Orang-orang sukses umumnya mereka yang dapat mengoptimalkan masa mudanya dengan sebaik mungkin. Adapun jika seorang pemuda menghabiskan waktunya untuk melakukan hal yang sia-sia, maka sangat disayangkan karena dia bakal gagal untuk mencapai potensinya.

5. Sikap Buruk

Kenakalan remaja akan melahirkan sikap yang buruk, ini sangat berbahaya karena sikap buruknya bisa terus terbawa hingga dewasa, misalnya sering keceplosan bicara kotor, attitude rendah, tak bisa menghargai pihak lain dll.

Kalau begini jadinya, nantinya dia bakal kesulitan untuk bergaul dan berkompetisi di masyarakat, ini membuat masa depannya begitu suram.

6. Tidak Percaya Diri

Para remaja yang hidup dan tumbuh dalam dunia kenakalan remaja biasanya bakal terisolasi, termasuk jarang berinteraksi dengan masyarakat sekitar, dampaknya si Remaja akan tumbuh dengan kepercayaan diri rendah, padahal menumbuhkan keyakinan diri menjadi dasar seorang anak tumbuh optimal.

Belum lagi jika dia mendapatkan stigma negatif dari lingkungan perumahannya maka keadaan akan semakin buruk. Situasi seperti ini bahkan bisa mengakibatkan remaja depresi.

7. Merusak Keamanan

Kenakalan remaja seringkali sampai tahap melakukan aksi kriminalitas seperti pembegalan, geng motor, klitih dan semacamnya. Jika tindakan buruk remaja sudah sampai tahap itu, maka menyebabkan terganggunya keamanan dan kenyamanan masyarakat.

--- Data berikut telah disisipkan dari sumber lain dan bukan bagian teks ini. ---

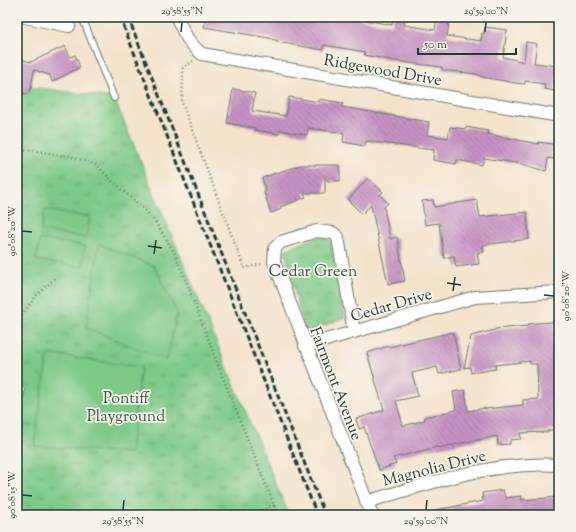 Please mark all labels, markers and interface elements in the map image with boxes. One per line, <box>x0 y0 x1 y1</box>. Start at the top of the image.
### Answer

Karena kondisi yang tidak stabil atau tidak aman, hal ini menyebabkan orang-orang takut untuk keluar saat malam hari.

8. Social Influence Buruk

Menjamurnya kenakalan remaja dapat menyebabkan rusaknya sebuah generasi secara keseluruhan, hal itu karena kenakalan remaja dapat menular.

Jika kenakalan remaja sudah meraja-lela maka sangat dikhawatirkan ini dapat 'menulari' remaja lainnya secara keseluruhan, sehingga semakin banyak remaja yang masuk ke 'lubang hitam' dan itu artinya negara ini dalam bahaya karena generasi penerus yang rusak.

Contoh Kenakalan Remaja

  1. Membolos sekolah.
  2. Balapan liar di tengah jalan raya.
  3. Mengkonsumsi minuman keras.
  4. Tawuran antar pelajar sekolah.
  5. Tawuran antar kampung.
  6. Perilaku seks bebas.
  7. Hamil di luar nikah.
  8. Penggunaan narkoba.
  9. Pencurian, begal dan semacamnya.
  10. Vandalisme yaitu mencorat-coret bangunan milik orang lain dan fasilitas umum.